Saved data entries
══════════

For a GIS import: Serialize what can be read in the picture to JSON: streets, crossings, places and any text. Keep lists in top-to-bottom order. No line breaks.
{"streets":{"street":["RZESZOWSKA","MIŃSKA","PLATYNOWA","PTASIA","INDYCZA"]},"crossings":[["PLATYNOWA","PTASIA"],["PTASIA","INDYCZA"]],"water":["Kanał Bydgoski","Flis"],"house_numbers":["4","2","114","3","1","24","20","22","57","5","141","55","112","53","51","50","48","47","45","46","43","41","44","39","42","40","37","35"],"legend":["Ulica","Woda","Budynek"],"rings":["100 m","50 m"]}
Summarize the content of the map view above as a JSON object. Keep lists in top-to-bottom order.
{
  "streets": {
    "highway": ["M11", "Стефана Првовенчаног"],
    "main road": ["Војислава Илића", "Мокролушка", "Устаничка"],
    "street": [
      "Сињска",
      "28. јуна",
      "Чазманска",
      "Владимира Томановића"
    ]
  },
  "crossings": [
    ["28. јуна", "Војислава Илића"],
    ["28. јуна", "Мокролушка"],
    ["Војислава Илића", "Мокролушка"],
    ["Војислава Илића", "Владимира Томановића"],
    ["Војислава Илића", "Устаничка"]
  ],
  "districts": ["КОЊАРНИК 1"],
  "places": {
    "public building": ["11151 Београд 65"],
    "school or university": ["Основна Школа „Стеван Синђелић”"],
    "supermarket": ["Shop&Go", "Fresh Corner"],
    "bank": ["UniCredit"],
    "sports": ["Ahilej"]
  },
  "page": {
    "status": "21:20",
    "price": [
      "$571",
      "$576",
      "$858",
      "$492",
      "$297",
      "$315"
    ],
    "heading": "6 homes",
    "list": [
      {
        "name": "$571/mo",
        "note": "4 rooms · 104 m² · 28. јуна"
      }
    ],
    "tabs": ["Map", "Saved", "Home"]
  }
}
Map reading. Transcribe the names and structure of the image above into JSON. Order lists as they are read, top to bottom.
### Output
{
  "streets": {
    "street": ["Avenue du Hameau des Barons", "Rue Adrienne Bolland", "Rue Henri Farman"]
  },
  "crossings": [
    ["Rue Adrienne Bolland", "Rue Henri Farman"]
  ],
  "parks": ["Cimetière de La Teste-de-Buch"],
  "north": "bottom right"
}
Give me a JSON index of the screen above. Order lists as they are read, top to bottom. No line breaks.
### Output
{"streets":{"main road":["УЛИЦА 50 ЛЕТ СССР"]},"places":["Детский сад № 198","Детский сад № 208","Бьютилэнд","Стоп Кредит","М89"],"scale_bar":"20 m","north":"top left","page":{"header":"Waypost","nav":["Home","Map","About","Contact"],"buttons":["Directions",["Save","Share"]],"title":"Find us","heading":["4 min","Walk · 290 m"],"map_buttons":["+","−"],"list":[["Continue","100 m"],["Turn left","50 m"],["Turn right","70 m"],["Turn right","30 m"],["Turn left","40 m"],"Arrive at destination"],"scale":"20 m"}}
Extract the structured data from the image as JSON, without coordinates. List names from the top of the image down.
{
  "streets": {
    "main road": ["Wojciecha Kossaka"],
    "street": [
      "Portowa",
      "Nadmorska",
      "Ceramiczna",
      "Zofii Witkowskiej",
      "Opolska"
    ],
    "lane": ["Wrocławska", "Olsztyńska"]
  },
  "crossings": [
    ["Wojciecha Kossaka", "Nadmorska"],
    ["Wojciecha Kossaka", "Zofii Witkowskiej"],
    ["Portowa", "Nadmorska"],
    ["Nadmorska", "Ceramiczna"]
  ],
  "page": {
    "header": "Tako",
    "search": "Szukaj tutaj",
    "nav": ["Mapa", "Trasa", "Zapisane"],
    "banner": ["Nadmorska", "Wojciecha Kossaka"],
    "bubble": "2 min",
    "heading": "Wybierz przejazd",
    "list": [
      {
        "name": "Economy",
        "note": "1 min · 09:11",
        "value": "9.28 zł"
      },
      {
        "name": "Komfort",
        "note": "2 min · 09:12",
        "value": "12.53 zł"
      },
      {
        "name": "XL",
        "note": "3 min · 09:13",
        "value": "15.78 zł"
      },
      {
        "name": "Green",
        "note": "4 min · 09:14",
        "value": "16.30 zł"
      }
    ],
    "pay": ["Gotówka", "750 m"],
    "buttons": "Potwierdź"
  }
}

══════════

### [What you need to do]
Each line holding the word "they" must be pulled from the records.

### [Response to this task]
Map reading. Transcribe the names and structure of the image above into JSON. Order lists as they are read, top to bottom.
Give me a JSON index of the screen above. Order lists as they are read, top to bottom. No line breaks.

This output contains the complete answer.